Estelle HANTRAIS - jeudi 3 janvier 2002

Michel Cambornac a écrit :
"Et pensez aussi aux facultés de pharmacie qui dans leurs deux premières années ont la botanique au programme. Un certain nombre de " métiers " lié à la botanique sont tenus par des pharmaciens."

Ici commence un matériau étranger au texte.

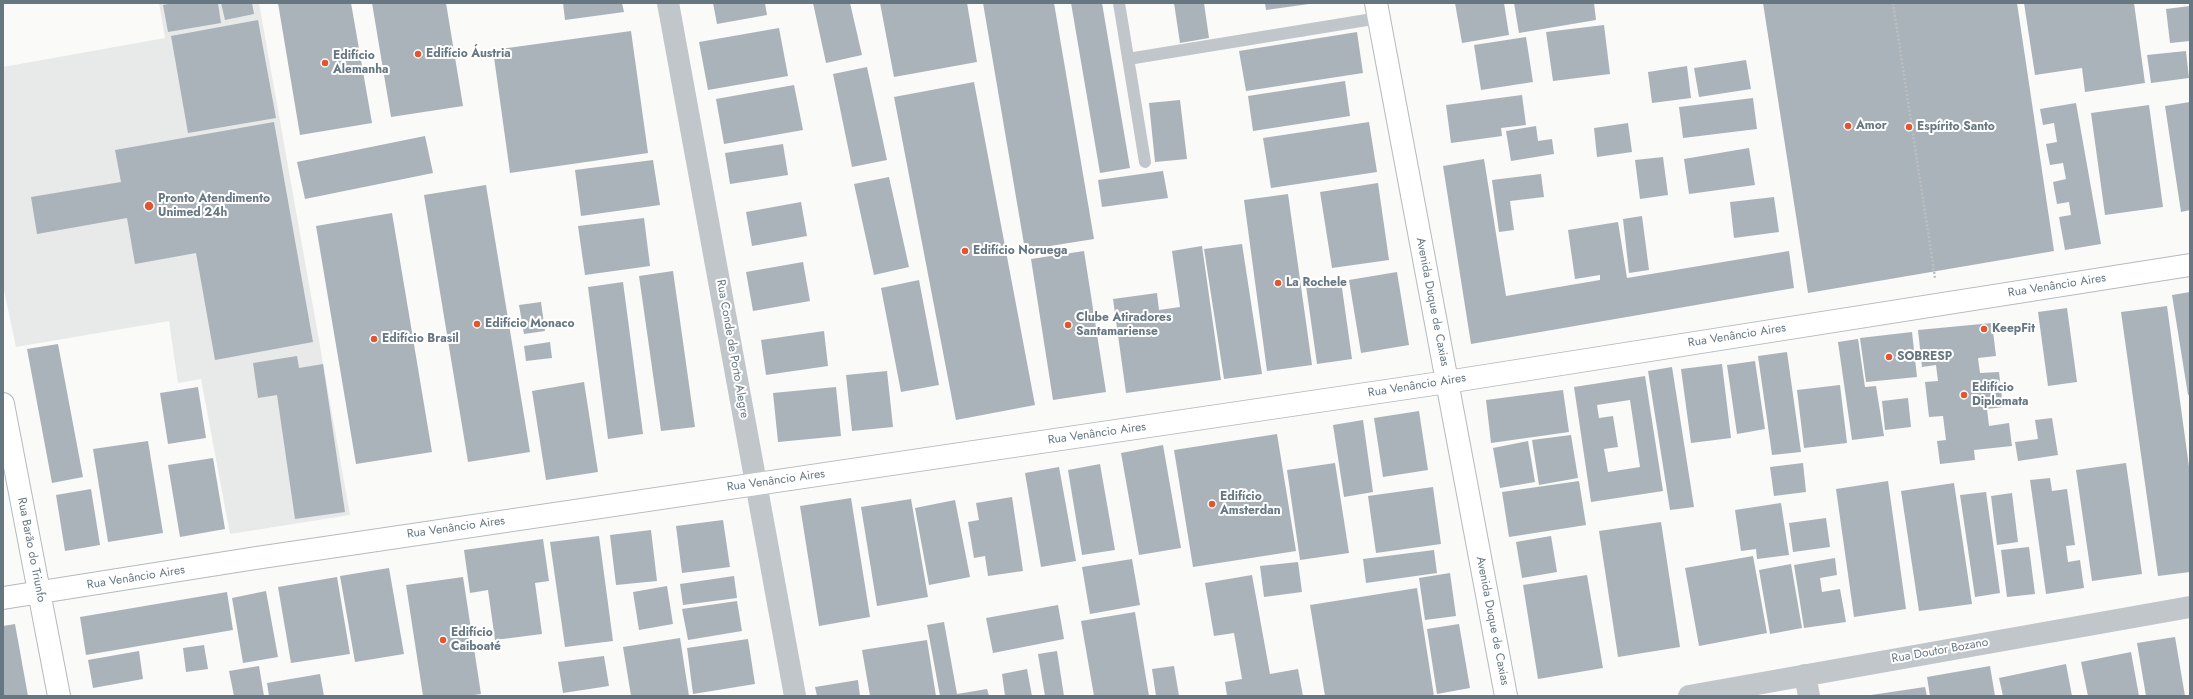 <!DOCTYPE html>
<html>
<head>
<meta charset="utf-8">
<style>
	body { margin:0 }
	#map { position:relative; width:2193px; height:699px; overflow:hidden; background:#fafaf8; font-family:Jost,sans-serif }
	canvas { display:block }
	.frame { position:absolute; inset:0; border:4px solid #667782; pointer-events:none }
</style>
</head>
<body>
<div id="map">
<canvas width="2193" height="699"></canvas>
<div class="frame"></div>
</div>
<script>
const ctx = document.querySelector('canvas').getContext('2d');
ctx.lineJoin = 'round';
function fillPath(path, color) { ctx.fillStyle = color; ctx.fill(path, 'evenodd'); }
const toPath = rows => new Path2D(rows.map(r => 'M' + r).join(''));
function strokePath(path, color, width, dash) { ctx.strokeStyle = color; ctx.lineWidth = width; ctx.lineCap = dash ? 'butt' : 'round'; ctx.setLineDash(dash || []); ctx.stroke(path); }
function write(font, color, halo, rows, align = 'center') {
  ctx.font = font + ' Jost,sans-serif'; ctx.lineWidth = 4; ctx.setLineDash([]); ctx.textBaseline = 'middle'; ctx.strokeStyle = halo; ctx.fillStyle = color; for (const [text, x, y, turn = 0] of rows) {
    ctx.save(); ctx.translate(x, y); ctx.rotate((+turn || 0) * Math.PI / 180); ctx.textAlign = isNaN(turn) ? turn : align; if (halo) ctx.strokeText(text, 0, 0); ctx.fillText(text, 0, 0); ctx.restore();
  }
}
fillPath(toPath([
	[159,3,259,3,350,515,230,534,201,379,178,383,169,321,16,347,3,286,3,67,165,38]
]), '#e8e9e9');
fillPath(toPath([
	[173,3,218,3,221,23,168,32,163,5],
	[221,3,252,3,254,14,225,20],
	[278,3,351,3,372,123,300,135],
	[372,3,446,3,463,106,391,117],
	[563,3,622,3,624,12,565,20],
	[713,3,765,3,767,15,717,24],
	[813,3,850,3,862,55,826,63],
	[880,3,967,3,977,62,894,77],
	[983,3,1054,3,1094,239,1025,250],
	[1071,3,1102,3,1130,168,1100,173],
	[1174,3,1204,3,1209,38,1180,43],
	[1265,3,1309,3,1309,4,1266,10],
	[1455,3,1504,3,1509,35,1462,43],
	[1514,3,1594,3,1596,20,1519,33],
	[1763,3,2017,3,2054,251,1808,293],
	[2024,3,2134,3,2145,83,2085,92,2082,68,2035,75],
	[2190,6,2190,41,2170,43,2166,9],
	[258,20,276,118,188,133,171,36],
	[1604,25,1610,74,1553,81,1546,32],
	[779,28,788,76,708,90,699,42],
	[631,31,648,153,510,173,493,50],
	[1357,32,1363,73,1246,91,1239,51],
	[1526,37,1533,82,1481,90,1474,45],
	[2186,51,2189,78,2151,83,2147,55],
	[1746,60,1751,89,1699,97,1694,68],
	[1687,66,1691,98,1652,103,1648,72],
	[867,67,887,160,852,167,833,74],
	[1345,81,1350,116,1253,131,1248,96],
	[974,82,1035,405,956,420,894,97],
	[794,85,803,130,724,144,716,99],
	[1522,95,1526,125,1501,128,1502,136,1451,143,1446,105],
	[1753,98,1757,129,1683,138,1679,107],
	[1180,100,1187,159,1155,162,1149,103],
	[2190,102,2190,210,2181,212,2165,106],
	[2076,103,2101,244,2065,250,2059,217,2071,215,2069,202,2057,204,2053,182,2066,179,2063,163,2050,165,2046,144,2057,142,2054,123,2043,125,2040,109],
	[2149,105,2163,207,2105,215,2091,113],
	[274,122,313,342,215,360,196,253,135,264,127,218,37,234,31,197,121,182,115,150],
	[1369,122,1377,172,1271,188,1263,138],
	[1628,123,1632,152,1597,157,1594,128],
	[1536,126,1538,141,1552,139,1554,154,1511,161,1506,131],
	[425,136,433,173,305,199,297,162],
	[783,144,788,175,730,184,725,153],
	[1749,148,1755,185,1689,194,1684,159],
	[1663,157,1668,195,1640,199,1635,160],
	[1484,159,1506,296,1600,280,1600,275,1575,279,1568,230,1618,222,1627,278,1789,251,1794,288,1471,344,1443,166],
	[653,160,660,205,581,216,575,170],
	[1163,171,1168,198,1102,207,1098,180],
	[1541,174,1544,197,1510,201,1514,230,1499,232,1492,180],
	[889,177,909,267,874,275,854,184],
	[1378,183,1389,260,1332,268,1320,192],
	[486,185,530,452,468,462,424,195],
	[1288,194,1312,365,1267,371,1244,200],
	[1774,197,1779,232,1734,238,1730,202],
	[801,202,807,236,752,246,746,212],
	[392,213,432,452,356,464,316,226],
	[1642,216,1649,270,1629,273,1623,219],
	[644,218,650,266,585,275,578,226],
	[1242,244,1262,374,1224,379,1204,249],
	[1202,246,1221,380,1126,393,1113,299,1157,293,1159,310,1180,307,1172,251],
	[1084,251,1106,392,1053,400,1031,259],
	[803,262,810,301,753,311,746,272],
	[673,271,695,427,661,431,639,276],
	[1397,272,1409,345,1361,353,1349,280],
	[919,280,939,385,901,392,881,288],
	[1341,281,1352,359,1317,364,1306,286],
	[623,282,643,434,608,439,588,287],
	[2190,292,2190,395,2188,395,2172,295],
	[541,302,545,331,524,334,519,305],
	[2167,306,2190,474,2190,572,2158,576,2121,312],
	[2067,308,2077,382,2048,386,2038,312],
	[1992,323,1996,356,1978,358,1980,373,1999,372,2003,407,1987,409,1989,426,2009,423,2012,446,1974,450,1975,460,1940,464,1937,441,1946,440,1943,416,1929,417,1925,382,1938,381,1936,365,1922,367,1918,330],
	[824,331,828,366,766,375,761,340],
	[1912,332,1917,377,1866,382,1860,338],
	[1858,339,1865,387,1876,386,1884,436,1852,440,1838,342],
	[550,342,552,358,526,361,524,346],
	[58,344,83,477,52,483,27,349],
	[1787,352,1801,452,1772,455,1758,356],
	[297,356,299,368,323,364,345,512,295,519,277,395,258,398,253,363],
	[1755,361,1765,429,1737,434,1727,365],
	[1722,364,1731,438,1691,443,1681,369],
	[1672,367,1694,507,1670,510,1648,371],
	[887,371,893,427,852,431,846,375],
	[1645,376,1663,491,1591,502,1574,387],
	[1630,400,1640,467,1608,472,1604,449,1618,447,1613,416,1599,418,1597,405],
	[584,382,598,472,546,480,532,391],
	[1840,385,1847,443,1804,448,1797,390],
	[198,387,206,438,168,444,160,393],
	[836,387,841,436,778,442,773,393],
	[1563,390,1569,432,1491,443,1486,400],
	[1908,398,1911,427,1885,430,1882,401],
	[1419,411,1428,470,1383,477,1374,418],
	[2052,418,2058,455,2018,461,2015,442,2038,439,2035,420],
	[1363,420,1373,492,1344,497,1333,425],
	[1277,434,1296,551,1193,567,1174,450],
	[1571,435,1578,478,1539,485,1532,440],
	[148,441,163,533,108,542,93,449],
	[1528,441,1535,482,1500,488,1493,448],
	[1163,445,1181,548,1139,555,1121,453],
	[213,458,225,529,180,537,168,465],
	[1335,463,1349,553,1300,560,1287,470],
	[1803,463,1806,492,1774,496,1770,467],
	[2126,463,2142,574,2092,581,2076,470],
	[1100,464,1115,550,1082,555,1068,470],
	[1059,467,1076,561,1041,567,1025,473],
	[2050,478,2052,491,2067,489,2075,545,2066,546,2068,562,2080,560,2084,588,2046,594,2030,480],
	[1579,481,1586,525,1509,537,1502,492],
	[1888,481,1906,609,1854,617,1836,489],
	[1954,483,1972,604,1919,611,1901,491],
	[1433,487,1441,544,1376,553,1368,496],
	[91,489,100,545,65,551,56,495],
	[1986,492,2000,593,1975,597,1960,495],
	[2012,493,2018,542,1997,545,1991,496],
	[1012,497,1023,571,988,576,985,556,974,558,968,522,979,520,976,503],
	[851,498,870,617,819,626,800,506],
	[911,499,928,597,877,606,861,507],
	[955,500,970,577,929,585,915,508],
	[1781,503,1789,555,1757,559,1756,549,1741,551,1735,510],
	[1826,518,1830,547,1793,552,1789,523],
	[723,520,730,567,682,573,676,526],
	[1661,522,1680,647,1618,657,1599,531],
	[651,530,657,581,616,585,610,535],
	[599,536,613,641,565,647,550,542],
	[1551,536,1557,572,1522,578,1516,542],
	[543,539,549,581,535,583,542,634,495,640,488,590,470,593,464,550],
	[2029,547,2035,594,2007,597,2001,550],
	[1434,550,1437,573,1366,583,1363,559],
	[1753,556,1767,633,1699,646,1685,568],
	[1835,558,1837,575,1820,578,1822,592,1840,589,1846,622,1804,628,1794,565],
	[1132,559,1140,605,1090,614,1082,567],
	[1298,562,1302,592,1264,597,1260,566],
	[1791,564,1802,628,1770,634,1759,570],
	[389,568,404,654,355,662,340,576],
	[1450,573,1456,616,1425,620,1419,578],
	[1252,575,1270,674,1298,669,1303,696,1227,696,1225,682,1242,679,1234,633,1214,636,1205,583],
	[1587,575,1603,668,1538,679,1523,585],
	[734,576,737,598,683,605,680,584],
	[337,577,350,654,291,663,278,587],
	[463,577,481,694,468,696,423,696,406,585],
	[667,586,673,624,639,630,633,592],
	[1417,588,1434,696,1325,696,1310,605],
	[266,591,278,657,243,663,232,598],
	[227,592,233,630,86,655,80,617],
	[737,601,742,631,688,640,682,609],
	[1058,605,1064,639,993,653,986,618],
	[1135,612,1149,696,1094,696,1081,621],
	[944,622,957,694,987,689,989,696,940,696,927,625],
	[15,624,28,696,3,696,3,626],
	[1459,624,1470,688,1437,694,1427,629],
	[2175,637,2185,696,2146,696,2137,643],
	[680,638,689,696,631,696,623,647],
	[748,639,755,684,693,694,687,648],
	[927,640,936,696,870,696,862,650],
	[204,645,208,669,186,672,183,648],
	[139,651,143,679,93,688,88,660],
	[1057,651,1064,696,1045,696,1038,654],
	[2131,652,2139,696,2088,696,2081,662],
	[604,656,609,686,563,693,558,662],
	[2066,664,2072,696,2003,696,1999,678],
	[259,666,264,696,234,696,229,671],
	[1174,666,1179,696,1156,696,1152,669],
	[1990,666,1995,696,1930,696,1927,677],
	[1027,669,1032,696,1005,696,1002,674],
	[320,674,324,696,269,696,267,683],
	[858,680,860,696,817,696,815,687],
	[1925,687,1927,696,1871,696,1871,695]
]), '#aab3b9');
const secondary = toPath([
	[1376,3,1506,696],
	[3,404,59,696],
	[3,598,256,558,1447,382,2190,265]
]);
strokePath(secondary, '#b4babe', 24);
strokePath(toPath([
	[1893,3,1935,278]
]), '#bcbfc2', 2.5, [2, 2]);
strokePath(toPath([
	[1119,3,1145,162],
	[1128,59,1379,18]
]), '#c1c6ca', 12);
strokePath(toPath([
	[668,3,795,696],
	[1805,675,1809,696],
	[1689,696,2190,607]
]), '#c1c6ca', 22);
strokePath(secondary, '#fff', 22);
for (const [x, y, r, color] of [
	[418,54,4,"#e15531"],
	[325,63,4,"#e15531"],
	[1848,126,4,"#e15531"],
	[1909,127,4,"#e15531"],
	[149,206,5,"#e15531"],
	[965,251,4,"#e15531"],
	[1278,283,4,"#e15531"],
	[477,324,4,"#e15531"],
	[1068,325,4,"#e15531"],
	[1984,329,4,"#e15531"],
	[374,339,4,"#e15531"],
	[1889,357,4,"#e15531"],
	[1964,395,4,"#e15531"],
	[1212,504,4,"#e15531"],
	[443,640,4,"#e15531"]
]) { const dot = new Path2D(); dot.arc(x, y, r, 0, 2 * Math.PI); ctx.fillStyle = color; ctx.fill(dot); strokePath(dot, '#fff', 1.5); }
write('bold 12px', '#667782', '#fff', [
	["Edifício Áustria",426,54],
	["Edifício",333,56],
	["Alemanha",333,70],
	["Amor",1856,126],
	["Espírito Santo",1917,127],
	["Pronto Atendimento",158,199],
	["Unimed 24h",158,213],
	["Edifício Noruega",973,251],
	["La Rochele",1286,283],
	["Clube Atiradores",1076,318],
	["Santamariense",1076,332],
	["Edifício Monaco",485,324],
	["KeepFit",1992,329],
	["Edifício Brasil",382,339],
	["SOBRESP",1897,357],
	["Edifício",1972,388],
	["Diplomata",1972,402],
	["Edifício",1220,497],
	["Amsterdan",1220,511],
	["Edifício",451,633],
	["Caiboaté",451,647]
], 'left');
write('12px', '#667782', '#fff', [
	["Rua Venâncio Aires",2057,286,-9],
	["Avenida Duque de Caxias",1432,302,79],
	["Rua Venâncio Aires",1737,336,-9],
	["Rua Conde de Porto Alegre",732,349,80],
	["Rua Venâncio Aires",1417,386,-9],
	["Rua Venâncio Aires",1097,434,-8],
	["Rua Venâncio Aires",776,481,-8],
	["Rua Venâncio Aires",456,528,-8],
	["Rua Barão do Triunfo",31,550,79],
	["Rua Venâncio Aires",136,578,-9],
	["Avenida Duque de Caxias",1492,621,79],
	["Rua Doutor Bozano",1940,651,-10]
]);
</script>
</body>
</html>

Ayant tenté cette voie, je me permets de fortement la déconseiller pour au moins 2 raisons
- C'est un concours et je trouve dommage d'être sélectionné sur des exercices types de chimie ou de maths pour faire de la botanique (la botanique est la matière de plus faible coefficient au concours). La première année de pharmacie demande autant de travail qu'une prépa.
- Etant donné l'ambiance très " particulière " (on n'imagine pas tant qu'on ne la pas vécu !) qui règne dans les facs de pharmacie je pense qu'il ne faut pas s'imposer cela, s'il existe d'autres moyens d'atteindre son objectif

Je reconnais avoir eu d'excellent profs de botanique en pharmacie, mais je ne pense pas que ce soit aujourd'hui une bonne voie pour faire de la botanique (aucune sortie sur le terrain et aussi peu de débouchés que pour les autres filières universitaires).
J'ai trouvé le cursus en écologie beaucoup plus intéressant et motivant. Je me suis au moins fait plaisir dans mes études... même si depuis je déchante un peu !
Bon courage
Cordialement

Vincent-26 - 3 janvier 2002

Pour ma part je suis passé par la fac de pharmacie et tous ses obstacles (fort bien décrits dans le mail précédent). c'est là que j'ai découvert la botanique et que je m'y suis jeté !
Les profs que j'ai eus étaient super sympa et prêts à m'aider pour de l' " extra-scolaire " : déterminations, sorties, discussions.
Se contenter des cours ne suffit pas et peu s'y intéressent : demandez par exemple à votre pharmacien de nommer une plante toxique classique : datura, aconit, belladone,... vous avez peu de chance de succès ! Par contre le matériel est là pour qui veut s'incruster au laboratoire de botanique plutôt que d'aller en cours de chimie !
Assurément il y a des botanistes en pharmacie mais c'est une voie parallèle... même si c'est une tradition.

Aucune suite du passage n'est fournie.